Law enforcement has made its own contributions to the radicalisation process. Osama Eldawoody was paid handsomely for incriminating Shahawar Matin Siraj, a Pakistani American, in a plot to blow up a New York subway station. Siraj, who never got anywhere near any bombs but was recorded on tape saying that he wanted ‘no killing’ and would have to ask his mother’s permission, was given a 30-year sentence. Eldawoody, who posed to Siraj as a co-conspirator, isn’t mentioned in the NYPD report’s account of Siraj as ‘homegrown threat’.

Last month I met with Linda Sarsour of the Arab American Association of New York, which is based down the street from the bookshop where Siraj worked in Bay Ridge, Brooklyn. She listed several other cases that have helped make the local Muslim community ‘scared shitless’. Syed Fahad Hashmi, a US citizen and graduate of Brooklyn College, was kept in solitary confinement for more than three years before being convicted of providing material support to terrorists: he had given temporary accommodation in London to a man who supplied al-Qaida members with ‘military gear’ such as socks and ponchos.

Sarsour said that Muslim parents in Brooklyn, instead of warning their children about drugs and sex, were giving them lectures on the importance of self-censorship.
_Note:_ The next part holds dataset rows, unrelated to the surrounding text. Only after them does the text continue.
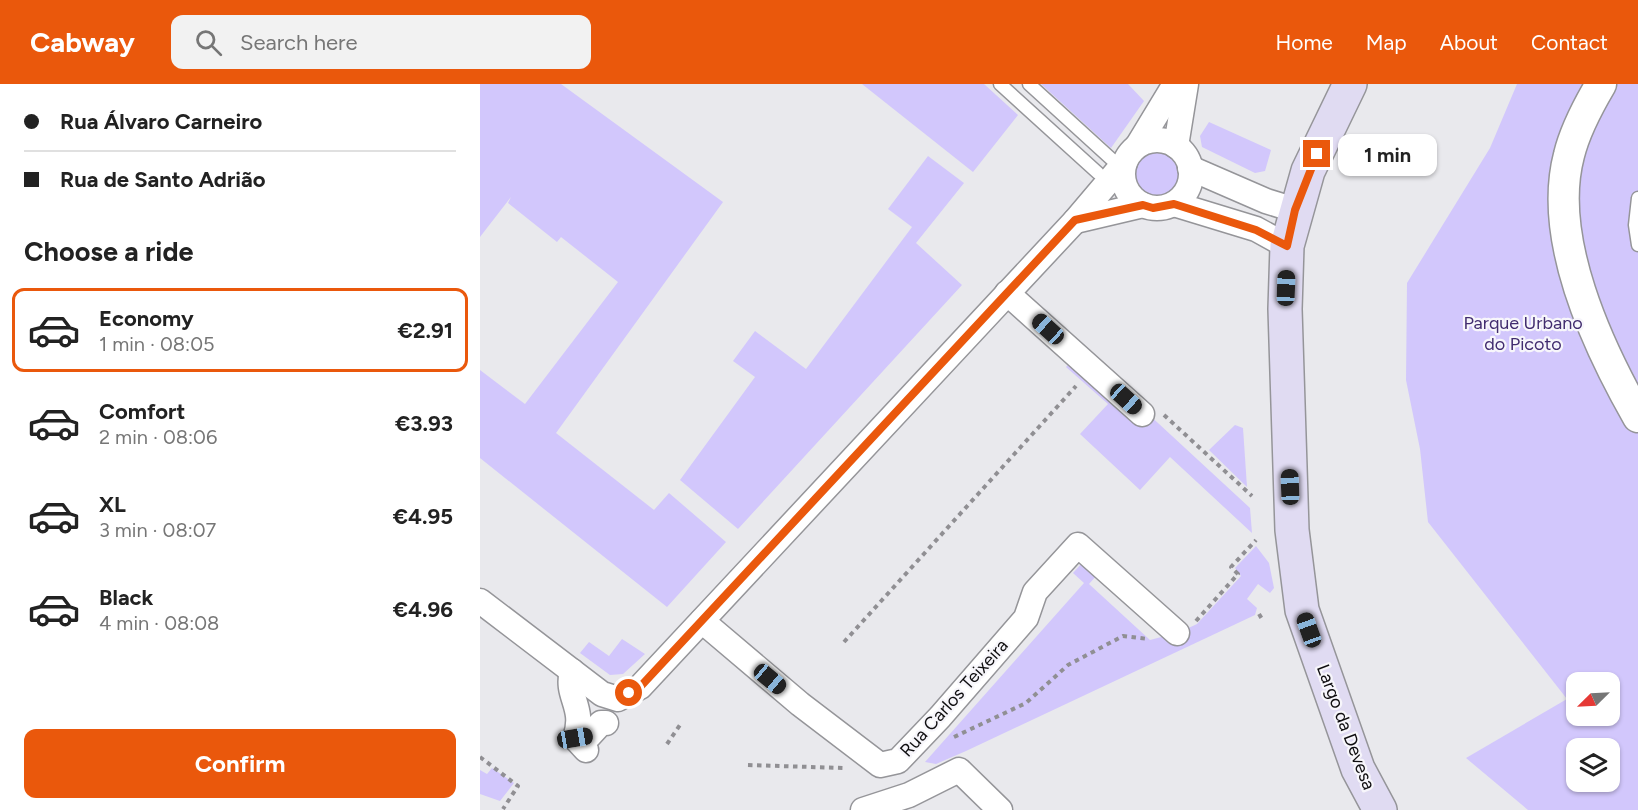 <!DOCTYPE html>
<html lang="en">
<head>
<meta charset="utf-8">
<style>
  :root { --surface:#fff; --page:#f2f2f2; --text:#222; --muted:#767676; --line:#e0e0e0; --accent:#ea580c }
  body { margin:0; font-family:Figtree,sans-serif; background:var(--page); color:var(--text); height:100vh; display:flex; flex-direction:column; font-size:22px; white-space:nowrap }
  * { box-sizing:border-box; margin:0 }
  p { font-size:20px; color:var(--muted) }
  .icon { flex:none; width:33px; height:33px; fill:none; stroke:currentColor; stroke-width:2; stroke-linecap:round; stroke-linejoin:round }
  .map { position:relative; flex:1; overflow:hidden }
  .sheet { display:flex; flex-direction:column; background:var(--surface); width:480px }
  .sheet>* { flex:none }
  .top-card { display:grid; align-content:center; height:132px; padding:0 24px; background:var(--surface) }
  .needle { width:39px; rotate:246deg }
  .buttons { position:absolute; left:1086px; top:588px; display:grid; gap:12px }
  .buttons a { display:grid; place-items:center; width:54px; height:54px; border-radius:12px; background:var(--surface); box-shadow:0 2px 4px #0004; font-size:30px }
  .end { position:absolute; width:27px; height:27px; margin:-14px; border:8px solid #ea580c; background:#fff; box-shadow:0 0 0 3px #fff }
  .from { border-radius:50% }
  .bubble { position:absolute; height:42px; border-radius:12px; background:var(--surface); box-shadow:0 2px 4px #0004; font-size:20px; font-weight:700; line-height:42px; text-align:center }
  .car { position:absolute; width:18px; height:36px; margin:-18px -9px; border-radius:8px; box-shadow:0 0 4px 2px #0007; background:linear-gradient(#222 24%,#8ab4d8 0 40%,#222 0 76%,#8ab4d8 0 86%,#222 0) }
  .top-card b { display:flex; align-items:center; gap:21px; height:57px; font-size:22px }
  .top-card b+b { border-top:2px solid var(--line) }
  .top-card i { width:15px; height:15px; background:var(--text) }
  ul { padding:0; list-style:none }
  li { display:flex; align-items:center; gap:18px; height:84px; margin:0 12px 9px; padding:0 12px; border:3px solid transparent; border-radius:12px }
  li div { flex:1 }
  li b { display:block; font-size:22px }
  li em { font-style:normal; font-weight:700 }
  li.on { border-color:var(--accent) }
  li>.icon { width:54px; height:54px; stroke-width:1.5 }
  h2 { padding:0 24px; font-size:27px; line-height:72px }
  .primary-button { display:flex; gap:12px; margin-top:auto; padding:12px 24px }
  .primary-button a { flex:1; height:69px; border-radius:12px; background:var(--accent); color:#fff; font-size:24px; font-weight:700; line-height:69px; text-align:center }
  header { display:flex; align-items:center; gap:36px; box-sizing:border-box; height:84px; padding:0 30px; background:var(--accent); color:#fff }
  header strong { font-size:28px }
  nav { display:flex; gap:33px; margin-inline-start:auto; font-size:21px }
  .search { width:420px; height:54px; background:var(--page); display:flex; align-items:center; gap:15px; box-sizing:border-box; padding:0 21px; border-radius:12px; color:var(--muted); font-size:22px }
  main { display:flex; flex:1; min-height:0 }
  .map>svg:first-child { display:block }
  .green { fill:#d2c7fc; fill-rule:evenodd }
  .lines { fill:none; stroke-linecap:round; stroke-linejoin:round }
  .service-casing { stroke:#959599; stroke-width:15 }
  .minor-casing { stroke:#959599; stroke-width:27 }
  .tertiary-casing { stroke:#959599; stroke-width:33 }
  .secondary-casing { stroke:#959599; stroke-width:36 }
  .path { stroke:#908f93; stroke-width:4; stroke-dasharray:4.5 4.5; stroke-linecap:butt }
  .service { stroke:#fff; stroke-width:12 }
  .minor { stroke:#fff; stroke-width:24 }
  .tertiary { stroke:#fff; stroke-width:30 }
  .secondary { stroke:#e0dbf2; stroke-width:33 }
  .route { stroke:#ea580c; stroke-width:8 }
  .labels { text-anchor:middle; stroke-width:4.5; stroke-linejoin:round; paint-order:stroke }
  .park-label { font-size:18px; fill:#412c6f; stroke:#f7f6fb }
  .street-label { font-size:18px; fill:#0f0e10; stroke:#f7f6fb }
</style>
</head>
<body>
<header>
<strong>Cabway</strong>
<div class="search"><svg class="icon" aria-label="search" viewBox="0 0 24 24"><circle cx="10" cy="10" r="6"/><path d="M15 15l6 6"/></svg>Search here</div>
<nav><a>Home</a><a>Map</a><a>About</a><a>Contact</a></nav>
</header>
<main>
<section class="sheet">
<div class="top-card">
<b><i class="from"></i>Rua Álvaro Carneiro</b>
<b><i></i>Rua de Santo Adrião</b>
</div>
<h2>Choose a ride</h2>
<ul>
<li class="on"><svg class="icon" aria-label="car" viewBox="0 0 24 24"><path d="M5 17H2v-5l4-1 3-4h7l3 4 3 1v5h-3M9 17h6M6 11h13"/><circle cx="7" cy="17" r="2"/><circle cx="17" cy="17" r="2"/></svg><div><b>Economy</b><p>1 min · 08:05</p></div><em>€2.91</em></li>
<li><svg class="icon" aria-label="car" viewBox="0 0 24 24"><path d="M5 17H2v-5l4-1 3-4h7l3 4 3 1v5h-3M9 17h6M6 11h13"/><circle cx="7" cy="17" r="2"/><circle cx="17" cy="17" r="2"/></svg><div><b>Comfort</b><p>2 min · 08:06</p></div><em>€3.93</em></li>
<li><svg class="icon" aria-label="car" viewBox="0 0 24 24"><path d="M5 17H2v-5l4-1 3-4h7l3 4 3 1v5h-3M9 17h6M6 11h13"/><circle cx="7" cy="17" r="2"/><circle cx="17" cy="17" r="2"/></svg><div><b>XL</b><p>3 min · 08:07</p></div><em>€4.95</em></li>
<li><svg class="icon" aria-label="car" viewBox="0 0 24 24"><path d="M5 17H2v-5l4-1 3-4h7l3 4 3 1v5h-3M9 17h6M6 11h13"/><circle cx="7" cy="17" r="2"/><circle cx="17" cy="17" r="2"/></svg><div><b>Black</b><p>4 min · 08:08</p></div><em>€4.96</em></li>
</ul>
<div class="primary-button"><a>Confirm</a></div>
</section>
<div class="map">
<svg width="1158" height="726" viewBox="0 0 1158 726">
  <rect width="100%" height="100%" fill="#e9e9ed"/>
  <g class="green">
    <path d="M0,0H81L243,118L76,349L174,426L189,409L246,458L187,523L0,374V286L45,320L138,198L81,153L77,158L28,119L31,113L0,153Z"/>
    <path d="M382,0H504L538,31L493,88Z"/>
    <path d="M561,0H648L664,17L631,64Z"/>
    <path d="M1037,0H1158V726H1048L986,674L1087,615L948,438L940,365L926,296L927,199L1010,64ZM1096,598H1130V632H1096ZM1096,664H1130V698H1096Z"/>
    <path d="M729,38L791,66L785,87L775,89L722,63L720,52Z"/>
    <circle cx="677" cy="90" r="24"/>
    <path d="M448,72L484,99L436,159L482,201L258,445L200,396L275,293L253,277L275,247L326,285L432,143L408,125Z"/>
    <path d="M600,267L770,424L772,449L690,373L660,406L600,350L628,320L586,283Z"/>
    <path d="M755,341L763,344L767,403L729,366Z"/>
    <path d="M776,462L789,479L794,504L790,509L778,500L767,515L777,524L775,531L486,667L456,680L445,678L604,499L593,489L603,478L617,491L609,500L670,556L700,548L717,540L761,492L755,484Z"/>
    <path d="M142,555L165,570L143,590L130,591L100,569L109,558L129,572Z"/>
    <path d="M12,684L34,699L20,717L0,710V686L7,690Z"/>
  </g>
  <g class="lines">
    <defs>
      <g id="service">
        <path d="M520,0L618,89"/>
        <path d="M549,0L639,82"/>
        <path d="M1158,114L1155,141L1158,161"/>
      </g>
      <g id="minor">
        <circle cx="677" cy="90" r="34"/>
        <path d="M658,61L695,0"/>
        <path d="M696,62L706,0"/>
        <path d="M710,84L786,117L815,126"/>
        <path d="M694,120L776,145L807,162"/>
        <path d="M595,137L663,121"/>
        <path d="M527,209L662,330"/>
        <path d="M0,517L122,610L138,615L160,603L595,137L645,78"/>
        <path d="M222,537L320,620L400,681L418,677L460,633L546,534L555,508L598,461L697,549"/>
        <path d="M92,587C85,613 106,623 95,654L106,666"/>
        <path d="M95,654L109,652L121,639H126"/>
        <path d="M383,726L429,711L479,686L520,726"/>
      </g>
      <path id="tertiary" d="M1121,0C1108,22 1095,46 1089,71C1067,154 1118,263 1158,333"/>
      <path id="secondary" d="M870,0L828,87L807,162L805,225L812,446L822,526L878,685L900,726"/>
    </defs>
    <use href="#service" class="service-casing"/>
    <use href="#minor" class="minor-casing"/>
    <use href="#tertiary" class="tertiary-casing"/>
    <use href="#secondary" class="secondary-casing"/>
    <g class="path">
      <path d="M684,331L772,412"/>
      <path d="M779,530L782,535"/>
      <path d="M716,537L758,490L751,483L776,456"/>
      <path d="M364,558L596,302"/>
      <path d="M474,653L546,619L588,581L643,552L668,555"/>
      <path d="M187,660L202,638"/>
      <path d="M0,673L38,702L23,725"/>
      <path d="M268,681L363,684"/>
    </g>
    <use href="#service" class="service"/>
    <use href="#minor" class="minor"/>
    <use href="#tertiary" class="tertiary"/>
    <use href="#secondary" class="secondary"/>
  </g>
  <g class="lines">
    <path class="route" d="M149,609L160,603L595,136L663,121L673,124L694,120L776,146L807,162L815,126L837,70"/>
  </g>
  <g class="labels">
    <g class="park-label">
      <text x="1043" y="245">Parque Urbano<tspan x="1043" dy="21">do Picoto</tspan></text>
    </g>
    <g class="street-label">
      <text transform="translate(474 614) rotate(-48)" y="6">Rua Carlos Teixeira</text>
      <text transform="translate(866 643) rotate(69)" y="6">Largo da Devesa</text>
    </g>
  </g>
</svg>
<div class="buttons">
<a><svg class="needle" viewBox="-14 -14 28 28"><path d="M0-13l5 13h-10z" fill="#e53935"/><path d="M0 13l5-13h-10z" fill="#767676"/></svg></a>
<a><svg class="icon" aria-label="layers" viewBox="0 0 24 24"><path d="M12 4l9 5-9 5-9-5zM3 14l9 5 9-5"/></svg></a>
</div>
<i class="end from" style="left:149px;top:609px"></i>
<i class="end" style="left:837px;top:70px"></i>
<div class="bubble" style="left:858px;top:50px;width:99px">1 min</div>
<i class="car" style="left:806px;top:204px;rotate:2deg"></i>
<i class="car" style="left:568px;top:245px;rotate:312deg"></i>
<i class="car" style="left:646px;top:315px;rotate:132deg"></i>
<i class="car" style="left:810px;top:403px;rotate:358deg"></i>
<i class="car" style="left:829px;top:546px;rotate:340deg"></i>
<i class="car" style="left:290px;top:595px;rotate:130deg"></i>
<i class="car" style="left:95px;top:654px;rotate:81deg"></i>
</div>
</main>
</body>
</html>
There’s a widespread belief that the purpose of law enforcement is to incriminate rather than protect Muslims, which means people are less likely to report crimes such as domestic violence or theft to the police.

According to the NYPD report,

as individuals progress through the indoctrination phase, they most likely have already sought, found and bonded with other like-minded individuals. This loosely knit but cohesive group of people forms a cluster—an alliance based on social, psychological, ideological, and ethnic commonalities.

It almost sounds like a police department.


Comments


  • 16 June 2012 at 10:02am
    Phil Edwards says:
    This reminds me of what people used to say about awful official warnings that cannabis could be a gateway drug to heroin - "a high proportion of junkies started with cannabis; an even higher proportion started with milk".

    That wasn't quite right then, & dismissing the idea of "radicalisation" wouldn't be quite right now. If we assume that there is such a thing as a jihadist bomber, it is reasonable to assume that those people weren't born and brought up as bombers - they went through a process of learning and differential association to get to where they are. And it's not totally unreasonable to assume that for every bomber there are (say) ten wannabe bombers, 100 people who would stash the gear if asked, 1000 people who think planting bombs is a good idea, 10,000 who aren't totally convinced it's a bad idea, and so on.

    The question is what you do with that model - what level of the pyramid of radicalisation you concentrate police resources on. The trouble is, if you actually want to make a difference - if you want to catch that one bomber, or stop him becoming a bomber in the first place - you need to go in as near the top of the pyramid as possible: you need to be feeling the collars of those ten wannabes, or at the very most some of the 100 active sympathisers (and even at that level you're liable to get a few people who basically haven't done anything). And reliably identifying 100 people in a population of several million isn't that much easier than reliably identifying one.

    In terms of preventive policing, the radicalisation model doesn't actually help. What it does give the police is roughly the same as what the 'gateway drug' model gave the Drug Squad in the 70s - a nice big target of several hundred thousand identifiable people who can be policed aggressively, and a nice big threat that can be used to justify it. If you police aggressively you'll make arrests, and if the threat seems big enough you'll get convictions - everybody wins.